» Exercise: If a line in the records below contains the word "family", copy it out.

========

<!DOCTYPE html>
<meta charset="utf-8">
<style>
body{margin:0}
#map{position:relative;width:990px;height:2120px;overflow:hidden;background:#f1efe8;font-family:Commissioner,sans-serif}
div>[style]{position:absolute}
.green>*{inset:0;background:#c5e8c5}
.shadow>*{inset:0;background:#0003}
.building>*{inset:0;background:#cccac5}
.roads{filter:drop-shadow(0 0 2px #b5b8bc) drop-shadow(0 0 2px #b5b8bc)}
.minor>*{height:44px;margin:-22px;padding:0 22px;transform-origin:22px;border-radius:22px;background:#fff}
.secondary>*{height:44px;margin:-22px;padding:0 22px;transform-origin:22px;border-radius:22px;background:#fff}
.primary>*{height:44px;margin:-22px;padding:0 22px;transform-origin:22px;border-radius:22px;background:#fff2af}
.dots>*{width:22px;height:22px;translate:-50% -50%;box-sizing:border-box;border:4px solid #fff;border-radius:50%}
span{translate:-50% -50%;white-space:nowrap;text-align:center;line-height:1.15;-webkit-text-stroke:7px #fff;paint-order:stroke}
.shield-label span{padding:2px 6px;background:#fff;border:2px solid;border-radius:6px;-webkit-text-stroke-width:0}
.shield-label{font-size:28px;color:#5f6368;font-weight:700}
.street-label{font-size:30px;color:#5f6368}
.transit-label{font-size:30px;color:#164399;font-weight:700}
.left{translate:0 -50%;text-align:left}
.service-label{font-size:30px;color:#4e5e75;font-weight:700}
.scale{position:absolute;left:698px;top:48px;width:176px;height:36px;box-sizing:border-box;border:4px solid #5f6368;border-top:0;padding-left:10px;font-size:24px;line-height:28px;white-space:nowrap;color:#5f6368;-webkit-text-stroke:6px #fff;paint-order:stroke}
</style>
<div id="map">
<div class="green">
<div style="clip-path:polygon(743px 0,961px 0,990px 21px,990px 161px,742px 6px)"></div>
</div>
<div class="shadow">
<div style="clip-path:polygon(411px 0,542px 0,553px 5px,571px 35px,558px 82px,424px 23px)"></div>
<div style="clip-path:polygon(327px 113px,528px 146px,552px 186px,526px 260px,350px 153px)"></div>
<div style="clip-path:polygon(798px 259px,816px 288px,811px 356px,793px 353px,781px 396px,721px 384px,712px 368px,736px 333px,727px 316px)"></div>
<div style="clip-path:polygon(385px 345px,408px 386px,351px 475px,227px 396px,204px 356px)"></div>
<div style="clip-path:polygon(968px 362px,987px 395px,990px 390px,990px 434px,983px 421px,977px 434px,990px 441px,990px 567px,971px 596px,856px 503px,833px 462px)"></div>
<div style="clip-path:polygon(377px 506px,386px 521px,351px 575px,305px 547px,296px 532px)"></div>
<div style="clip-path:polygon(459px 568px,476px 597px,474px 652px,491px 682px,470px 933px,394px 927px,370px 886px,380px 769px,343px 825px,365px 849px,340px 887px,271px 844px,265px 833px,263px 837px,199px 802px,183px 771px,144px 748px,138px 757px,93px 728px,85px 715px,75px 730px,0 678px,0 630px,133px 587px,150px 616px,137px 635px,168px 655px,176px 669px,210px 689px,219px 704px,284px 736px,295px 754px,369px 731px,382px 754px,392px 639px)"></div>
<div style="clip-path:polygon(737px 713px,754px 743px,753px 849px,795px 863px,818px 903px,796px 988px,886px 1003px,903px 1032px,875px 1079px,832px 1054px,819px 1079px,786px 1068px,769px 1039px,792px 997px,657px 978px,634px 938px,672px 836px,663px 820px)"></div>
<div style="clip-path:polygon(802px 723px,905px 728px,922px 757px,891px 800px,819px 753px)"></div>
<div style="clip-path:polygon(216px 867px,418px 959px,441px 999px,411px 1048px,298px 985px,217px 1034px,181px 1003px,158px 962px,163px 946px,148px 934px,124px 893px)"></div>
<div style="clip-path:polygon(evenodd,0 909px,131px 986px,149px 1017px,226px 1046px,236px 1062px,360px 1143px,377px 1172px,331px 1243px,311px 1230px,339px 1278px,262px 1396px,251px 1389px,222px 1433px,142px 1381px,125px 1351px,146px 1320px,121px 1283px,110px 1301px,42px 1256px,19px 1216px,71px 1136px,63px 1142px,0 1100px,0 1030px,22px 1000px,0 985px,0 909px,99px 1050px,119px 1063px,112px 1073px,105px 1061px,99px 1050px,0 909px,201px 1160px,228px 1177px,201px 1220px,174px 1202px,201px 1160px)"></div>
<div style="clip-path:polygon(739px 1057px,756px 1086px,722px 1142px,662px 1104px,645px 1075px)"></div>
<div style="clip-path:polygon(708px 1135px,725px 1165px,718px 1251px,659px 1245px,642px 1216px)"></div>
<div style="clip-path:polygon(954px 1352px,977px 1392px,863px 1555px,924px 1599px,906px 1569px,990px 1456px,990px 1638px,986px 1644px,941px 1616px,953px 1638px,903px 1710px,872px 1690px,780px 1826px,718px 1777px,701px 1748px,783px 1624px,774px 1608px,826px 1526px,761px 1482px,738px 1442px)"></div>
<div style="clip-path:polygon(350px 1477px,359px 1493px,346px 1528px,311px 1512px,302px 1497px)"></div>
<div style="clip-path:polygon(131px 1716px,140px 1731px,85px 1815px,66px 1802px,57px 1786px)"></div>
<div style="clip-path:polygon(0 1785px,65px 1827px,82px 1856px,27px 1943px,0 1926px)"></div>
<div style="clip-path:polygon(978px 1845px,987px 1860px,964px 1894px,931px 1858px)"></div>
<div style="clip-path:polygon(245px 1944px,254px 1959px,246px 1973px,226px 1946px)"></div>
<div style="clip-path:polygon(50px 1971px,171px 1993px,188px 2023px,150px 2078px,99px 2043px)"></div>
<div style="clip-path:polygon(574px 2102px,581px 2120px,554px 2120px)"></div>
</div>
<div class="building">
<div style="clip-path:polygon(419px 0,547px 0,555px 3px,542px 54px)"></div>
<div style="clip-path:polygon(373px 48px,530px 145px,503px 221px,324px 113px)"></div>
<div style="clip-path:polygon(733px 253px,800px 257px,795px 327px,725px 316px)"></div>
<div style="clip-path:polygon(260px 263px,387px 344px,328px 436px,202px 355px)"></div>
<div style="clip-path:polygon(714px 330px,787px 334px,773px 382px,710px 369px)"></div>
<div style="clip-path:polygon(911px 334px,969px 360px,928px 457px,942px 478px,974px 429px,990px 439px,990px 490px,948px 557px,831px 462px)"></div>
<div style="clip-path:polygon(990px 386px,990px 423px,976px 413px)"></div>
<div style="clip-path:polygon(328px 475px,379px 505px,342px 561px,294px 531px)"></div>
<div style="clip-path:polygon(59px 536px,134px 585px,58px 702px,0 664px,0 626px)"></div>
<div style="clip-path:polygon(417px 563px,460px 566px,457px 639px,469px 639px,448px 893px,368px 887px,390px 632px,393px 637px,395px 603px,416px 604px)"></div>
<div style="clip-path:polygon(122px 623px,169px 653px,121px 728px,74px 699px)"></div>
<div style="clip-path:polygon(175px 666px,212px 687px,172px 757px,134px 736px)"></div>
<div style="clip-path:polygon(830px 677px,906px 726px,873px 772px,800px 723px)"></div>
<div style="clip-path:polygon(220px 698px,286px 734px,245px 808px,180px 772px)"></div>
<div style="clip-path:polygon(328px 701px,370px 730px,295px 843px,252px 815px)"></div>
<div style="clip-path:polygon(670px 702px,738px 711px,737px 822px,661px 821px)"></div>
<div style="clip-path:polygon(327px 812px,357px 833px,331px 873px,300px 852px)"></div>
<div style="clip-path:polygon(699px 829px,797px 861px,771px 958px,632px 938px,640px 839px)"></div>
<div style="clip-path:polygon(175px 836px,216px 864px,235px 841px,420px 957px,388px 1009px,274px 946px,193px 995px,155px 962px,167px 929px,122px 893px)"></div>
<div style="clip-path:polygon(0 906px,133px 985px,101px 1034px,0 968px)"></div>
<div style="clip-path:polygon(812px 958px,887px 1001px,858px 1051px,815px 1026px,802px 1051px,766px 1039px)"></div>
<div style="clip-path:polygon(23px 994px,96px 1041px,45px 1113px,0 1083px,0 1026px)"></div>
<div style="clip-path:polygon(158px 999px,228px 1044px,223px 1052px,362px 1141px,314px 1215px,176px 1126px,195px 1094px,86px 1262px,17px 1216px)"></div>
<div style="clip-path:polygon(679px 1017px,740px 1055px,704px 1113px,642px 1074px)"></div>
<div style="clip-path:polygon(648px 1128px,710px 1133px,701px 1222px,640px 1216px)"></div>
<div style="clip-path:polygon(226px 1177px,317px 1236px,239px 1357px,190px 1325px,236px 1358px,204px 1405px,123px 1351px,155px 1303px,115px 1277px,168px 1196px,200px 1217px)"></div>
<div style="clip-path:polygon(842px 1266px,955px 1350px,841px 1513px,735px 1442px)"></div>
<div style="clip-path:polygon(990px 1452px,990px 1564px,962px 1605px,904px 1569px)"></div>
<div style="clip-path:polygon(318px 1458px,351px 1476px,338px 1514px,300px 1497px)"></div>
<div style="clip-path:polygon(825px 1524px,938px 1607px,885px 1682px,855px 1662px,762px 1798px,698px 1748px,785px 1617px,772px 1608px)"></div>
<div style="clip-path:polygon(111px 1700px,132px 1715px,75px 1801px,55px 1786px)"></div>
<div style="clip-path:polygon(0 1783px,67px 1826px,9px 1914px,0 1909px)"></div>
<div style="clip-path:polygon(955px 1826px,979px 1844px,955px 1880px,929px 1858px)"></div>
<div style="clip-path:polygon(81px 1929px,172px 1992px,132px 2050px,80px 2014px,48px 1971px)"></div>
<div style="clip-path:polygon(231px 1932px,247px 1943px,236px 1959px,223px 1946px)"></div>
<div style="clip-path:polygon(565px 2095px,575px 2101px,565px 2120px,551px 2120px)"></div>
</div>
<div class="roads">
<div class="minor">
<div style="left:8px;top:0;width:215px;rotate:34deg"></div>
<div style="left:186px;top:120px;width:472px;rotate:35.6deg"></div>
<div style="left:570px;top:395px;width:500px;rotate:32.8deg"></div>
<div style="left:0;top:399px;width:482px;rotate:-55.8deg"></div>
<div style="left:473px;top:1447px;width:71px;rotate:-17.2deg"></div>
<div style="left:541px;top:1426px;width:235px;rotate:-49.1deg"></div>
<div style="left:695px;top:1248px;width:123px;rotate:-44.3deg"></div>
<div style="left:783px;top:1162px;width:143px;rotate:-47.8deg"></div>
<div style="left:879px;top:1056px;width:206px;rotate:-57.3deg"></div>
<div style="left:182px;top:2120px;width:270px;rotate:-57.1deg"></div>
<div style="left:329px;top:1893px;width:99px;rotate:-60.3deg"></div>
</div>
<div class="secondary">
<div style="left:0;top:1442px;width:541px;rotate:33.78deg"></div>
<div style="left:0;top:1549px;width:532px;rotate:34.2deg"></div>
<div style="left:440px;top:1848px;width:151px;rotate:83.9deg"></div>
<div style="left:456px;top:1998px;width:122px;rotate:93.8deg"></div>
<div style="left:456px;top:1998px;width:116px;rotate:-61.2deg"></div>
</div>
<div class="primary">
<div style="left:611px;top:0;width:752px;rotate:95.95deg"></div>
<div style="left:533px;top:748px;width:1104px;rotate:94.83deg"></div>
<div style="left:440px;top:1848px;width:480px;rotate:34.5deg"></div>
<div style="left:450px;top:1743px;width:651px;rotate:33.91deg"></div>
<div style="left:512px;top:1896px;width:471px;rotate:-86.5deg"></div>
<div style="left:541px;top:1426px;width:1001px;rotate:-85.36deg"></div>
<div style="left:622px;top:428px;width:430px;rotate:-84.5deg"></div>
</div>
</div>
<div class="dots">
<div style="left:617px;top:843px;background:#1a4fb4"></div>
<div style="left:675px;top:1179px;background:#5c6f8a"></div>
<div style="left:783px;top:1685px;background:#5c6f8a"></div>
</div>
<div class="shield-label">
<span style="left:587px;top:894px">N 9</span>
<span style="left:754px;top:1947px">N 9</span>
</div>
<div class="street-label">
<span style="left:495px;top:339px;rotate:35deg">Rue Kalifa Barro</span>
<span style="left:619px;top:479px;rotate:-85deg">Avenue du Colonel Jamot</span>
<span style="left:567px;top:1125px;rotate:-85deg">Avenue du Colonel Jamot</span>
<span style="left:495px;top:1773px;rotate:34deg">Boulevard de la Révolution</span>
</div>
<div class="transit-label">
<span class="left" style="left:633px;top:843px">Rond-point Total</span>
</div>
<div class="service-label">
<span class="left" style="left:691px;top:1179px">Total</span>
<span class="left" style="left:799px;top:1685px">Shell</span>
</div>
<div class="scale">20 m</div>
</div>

========

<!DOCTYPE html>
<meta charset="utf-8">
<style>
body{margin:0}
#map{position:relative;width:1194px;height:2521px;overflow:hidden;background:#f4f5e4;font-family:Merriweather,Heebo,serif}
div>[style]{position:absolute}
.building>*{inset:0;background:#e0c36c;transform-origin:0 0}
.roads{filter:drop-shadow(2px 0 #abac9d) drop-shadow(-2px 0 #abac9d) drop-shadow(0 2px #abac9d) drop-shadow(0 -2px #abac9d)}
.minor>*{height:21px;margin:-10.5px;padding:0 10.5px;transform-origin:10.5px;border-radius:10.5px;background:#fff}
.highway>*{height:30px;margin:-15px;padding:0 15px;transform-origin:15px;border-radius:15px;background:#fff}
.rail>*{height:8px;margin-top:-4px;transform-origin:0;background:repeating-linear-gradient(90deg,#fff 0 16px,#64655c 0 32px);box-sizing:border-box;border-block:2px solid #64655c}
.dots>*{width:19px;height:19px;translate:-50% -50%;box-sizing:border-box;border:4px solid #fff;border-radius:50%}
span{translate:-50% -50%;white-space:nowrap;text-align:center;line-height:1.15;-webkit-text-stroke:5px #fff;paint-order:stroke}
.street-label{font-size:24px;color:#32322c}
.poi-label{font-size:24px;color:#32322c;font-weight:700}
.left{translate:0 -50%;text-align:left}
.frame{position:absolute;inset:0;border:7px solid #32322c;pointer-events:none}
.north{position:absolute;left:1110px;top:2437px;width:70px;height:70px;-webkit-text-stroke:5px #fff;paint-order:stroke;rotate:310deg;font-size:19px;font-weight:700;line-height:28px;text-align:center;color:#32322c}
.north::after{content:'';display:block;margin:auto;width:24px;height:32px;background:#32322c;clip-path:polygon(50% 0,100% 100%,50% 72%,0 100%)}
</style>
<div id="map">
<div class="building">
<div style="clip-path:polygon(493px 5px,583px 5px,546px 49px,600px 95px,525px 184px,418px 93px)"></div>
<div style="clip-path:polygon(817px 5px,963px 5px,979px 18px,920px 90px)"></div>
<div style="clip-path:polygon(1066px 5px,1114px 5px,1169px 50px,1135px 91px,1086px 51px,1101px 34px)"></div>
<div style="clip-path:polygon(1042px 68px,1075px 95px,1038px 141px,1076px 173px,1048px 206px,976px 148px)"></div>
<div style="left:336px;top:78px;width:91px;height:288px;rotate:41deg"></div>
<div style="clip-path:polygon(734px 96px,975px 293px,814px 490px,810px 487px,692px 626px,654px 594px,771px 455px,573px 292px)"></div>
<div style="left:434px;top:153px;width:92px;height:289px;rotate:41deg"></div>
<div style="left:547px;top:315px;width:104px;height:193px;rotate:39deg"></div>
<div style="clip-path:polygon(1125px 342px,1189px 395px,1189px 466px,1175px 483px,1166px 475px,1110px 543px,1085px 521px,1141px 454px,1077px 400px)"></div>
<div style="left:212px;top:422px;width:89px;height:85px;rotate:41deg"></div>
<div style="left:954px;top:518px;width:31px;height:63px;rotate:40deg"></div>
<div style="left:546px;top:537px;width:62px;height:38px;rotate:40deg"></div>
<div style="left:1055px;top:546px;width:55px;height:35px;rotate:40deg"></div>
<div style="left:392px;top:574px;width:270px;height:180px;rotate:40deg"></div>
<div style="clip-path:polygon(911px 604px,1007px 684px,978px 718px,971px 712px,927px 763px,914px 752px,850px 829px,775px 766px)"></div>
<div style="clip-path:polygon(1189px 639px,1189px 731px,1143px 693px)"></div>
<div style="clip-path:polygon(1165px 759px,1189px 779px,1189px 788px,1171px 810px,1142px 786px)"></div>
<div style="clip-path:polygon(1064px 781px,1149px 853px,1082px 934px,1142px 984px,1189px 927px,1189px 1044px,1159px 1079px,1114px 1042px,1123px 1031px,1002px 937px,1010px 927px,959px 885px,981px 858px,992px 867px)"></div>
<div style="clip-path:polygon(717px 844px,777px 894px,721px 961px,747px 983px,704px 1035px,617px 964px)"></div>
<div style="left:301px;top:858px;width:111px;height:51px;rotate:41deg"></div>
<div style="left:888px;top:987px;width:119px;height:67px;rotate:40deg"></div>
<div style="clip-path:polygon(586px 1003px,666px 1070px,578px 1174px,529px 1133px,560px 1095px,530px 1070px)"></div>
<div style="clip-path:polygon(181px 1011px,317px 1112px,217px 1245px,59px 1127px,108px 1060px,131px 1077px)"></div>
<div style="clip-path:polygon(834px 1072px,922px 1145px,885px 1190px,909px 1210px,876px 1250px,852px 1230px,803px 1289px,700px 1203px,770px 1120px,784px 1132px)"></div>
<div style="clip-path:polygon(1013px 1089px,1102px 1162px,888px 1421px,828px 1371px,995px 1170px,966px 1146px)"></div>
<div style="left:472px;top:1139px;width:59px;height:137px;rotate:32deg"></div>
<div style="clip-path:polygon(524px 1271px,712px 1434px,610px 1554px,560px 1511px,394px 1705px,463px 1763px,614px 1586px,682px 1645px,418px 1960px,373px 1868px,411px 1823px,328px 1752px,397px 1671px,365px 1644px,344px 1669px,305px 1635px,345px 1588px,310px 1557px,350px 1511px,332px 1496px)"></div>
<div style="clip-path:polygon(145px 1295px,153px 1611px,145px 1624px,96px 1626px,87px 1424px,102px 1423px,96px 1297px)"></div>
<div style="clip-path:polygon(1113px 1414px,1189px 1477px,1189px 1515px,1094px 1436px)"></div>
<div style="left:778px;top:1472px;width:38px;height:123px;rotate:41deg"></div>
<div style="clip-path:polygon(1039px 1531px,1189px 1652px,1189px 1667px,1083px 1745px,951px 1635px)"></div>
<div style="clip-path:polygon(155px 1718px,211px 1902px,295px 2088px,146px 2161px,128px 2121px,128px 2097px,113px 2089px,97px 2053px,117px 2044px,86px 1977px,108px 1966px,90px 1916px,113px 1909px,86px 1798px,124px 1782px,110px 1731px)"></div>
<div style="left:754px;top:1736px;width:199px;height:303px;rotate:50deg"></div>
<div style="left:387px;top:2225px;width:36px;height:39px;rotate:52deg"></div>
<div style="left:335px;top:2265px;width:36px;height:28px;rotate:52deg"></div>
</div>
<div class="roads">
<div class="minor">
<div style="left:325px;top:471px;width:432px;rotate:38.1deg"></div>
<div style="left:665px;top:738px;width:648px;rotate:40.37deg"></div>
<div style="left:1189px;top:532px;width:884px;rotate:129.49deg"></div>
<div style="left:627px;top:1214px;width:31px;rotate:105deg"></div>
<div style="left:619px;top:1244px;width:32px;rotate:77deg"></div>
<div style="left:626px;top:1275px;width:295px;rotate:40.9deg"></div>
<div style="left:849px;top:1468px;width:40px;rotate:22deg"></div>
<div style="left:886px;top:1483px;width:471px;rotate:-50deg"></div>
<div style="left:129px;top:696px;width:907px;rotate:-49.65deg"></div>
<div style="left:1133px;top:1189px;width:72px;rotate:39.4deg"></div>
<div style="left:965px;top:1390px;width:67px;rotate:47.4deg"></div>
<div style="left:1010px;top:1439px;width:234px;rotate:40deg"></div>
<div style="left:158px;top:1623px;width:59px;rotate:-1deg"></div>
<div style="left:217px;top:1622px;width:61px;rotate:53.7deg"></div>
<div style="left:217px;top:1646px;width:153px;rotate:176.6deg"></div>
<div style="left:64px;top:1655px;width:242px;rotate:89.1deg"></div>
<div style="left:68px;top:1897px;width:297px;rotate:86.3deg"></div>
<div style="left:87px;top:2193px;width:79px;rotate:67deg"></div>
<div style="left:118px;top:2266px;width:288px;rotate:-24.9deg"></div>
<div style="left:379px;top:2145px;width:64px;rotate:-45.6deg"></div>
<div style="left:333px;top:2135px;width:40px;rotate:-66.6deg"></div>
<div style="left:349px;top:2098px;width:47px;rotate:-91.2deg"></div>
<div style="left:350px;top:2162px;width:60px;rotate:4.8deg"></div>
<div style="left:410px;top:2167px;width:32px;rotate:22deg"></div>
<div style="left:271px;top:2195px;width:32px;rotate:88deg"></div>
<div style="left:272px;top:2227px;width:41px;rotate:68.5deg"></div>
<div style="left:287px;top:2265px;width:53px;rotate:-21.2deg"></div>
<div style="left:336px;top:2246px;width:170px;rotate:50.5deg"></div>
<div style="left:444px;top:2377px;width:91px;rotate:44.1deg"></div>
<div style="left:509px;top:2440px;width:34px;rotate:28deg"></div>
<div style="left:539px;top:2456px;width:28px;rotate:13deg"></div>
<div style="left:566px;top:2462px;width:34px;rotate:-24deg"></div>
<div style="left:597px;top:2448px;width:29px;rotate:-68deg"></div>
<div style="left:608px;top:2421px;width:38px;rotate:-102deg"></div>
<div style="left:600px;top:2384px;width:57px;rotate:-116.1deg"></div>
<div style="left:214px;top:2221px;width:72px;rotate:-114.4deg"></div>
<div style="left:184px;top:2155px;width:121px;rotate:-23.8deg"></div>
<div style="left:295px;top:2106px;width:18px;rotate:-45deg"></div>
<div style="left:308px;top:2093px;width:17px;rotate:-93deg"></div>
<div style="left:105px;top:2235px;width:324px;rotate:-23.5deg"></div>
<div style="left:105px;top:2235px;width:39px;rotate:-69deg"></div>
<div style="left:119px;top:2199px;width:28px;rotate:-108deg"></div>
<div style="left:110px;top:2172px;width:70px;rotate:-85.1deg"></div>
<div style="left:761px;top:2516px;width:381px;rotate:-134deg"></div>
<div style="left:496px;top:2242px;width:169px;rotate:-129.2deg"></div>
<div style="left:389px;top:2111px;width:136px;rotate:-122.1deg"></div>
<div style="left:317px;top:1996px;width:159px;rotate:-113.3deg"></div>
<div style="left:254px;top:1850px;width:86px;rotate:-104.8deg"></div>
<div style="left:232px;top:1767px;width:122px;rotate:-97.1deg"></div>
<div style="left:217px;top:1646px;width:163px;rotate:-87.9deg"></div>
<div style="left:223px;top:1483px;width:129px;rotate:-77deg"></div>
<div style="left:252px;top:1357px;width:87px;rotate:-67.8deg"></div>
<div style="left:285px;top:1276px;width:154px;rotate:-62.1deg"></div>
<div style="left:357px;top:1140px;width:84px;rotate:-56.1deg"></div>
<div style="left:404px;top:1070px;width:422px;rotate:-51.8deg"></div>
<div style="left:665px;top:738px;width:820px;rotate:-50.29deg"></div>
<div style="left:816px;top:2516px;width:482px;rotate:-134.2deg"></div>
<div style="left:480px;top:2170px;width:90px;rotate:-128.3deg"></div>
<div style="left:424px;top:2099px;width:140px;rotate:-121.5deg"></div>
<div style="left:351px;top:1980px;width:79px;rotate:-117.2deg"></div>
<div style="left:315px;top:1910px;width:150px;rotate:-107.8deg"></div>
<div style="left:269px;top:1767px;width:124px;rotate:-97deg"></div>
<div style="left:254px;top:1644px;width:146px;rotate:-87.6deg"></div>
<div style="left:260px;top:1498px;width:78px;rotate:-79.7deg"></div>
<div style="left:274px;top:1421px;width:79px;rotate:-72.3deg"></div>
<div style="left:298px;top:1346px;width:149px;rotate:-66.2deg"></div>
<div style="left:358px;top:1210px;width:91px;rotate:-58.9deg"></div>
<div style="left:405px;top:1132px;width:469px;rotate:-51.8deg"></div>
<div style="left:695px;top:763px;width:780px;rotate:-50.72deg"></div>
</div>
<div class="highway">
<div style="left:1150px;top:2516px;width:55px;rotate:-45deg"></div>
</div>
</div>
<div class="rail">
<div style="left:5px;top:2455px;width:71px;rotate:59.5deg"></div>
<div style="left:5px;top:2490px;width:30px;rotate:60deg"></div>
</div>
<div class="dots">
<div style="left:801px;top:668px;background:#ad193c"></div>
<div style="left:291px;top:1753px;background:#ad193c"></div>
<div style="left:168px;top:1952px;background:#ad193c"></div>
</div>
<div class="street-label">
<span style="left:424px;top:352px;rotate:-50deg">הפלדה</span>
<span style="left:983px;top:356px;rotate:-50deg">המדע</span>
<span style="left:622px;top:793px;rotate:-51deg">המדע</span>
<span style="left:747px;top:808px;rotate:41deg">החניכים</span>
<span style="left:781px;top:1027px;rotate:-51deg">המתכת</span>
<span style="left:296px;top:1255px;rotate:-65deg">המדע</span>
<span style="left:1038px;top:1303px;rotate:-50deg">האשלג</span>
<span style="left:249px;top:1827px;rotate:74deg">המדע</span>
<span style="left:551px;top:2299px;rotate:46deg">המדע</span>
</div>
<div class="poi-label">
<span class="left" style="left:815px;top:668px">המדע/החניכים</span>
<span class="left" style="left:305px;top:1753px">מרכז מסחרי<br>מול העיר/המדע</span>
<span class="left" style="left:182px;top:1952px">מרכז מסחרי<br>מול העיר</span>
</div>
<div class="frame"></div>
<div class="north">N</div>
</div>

========

» Completed exercise:
#map{position:relative;width:990px;height:2120px;overflow:hidden;background:#f1efe8;font-family:Commissioner,sans-serif}
#map{position:relative;width:1194px;height:2521px;overflow:hidden;background:#f4f5e4;font-family:Merriweather,Heebo,serif}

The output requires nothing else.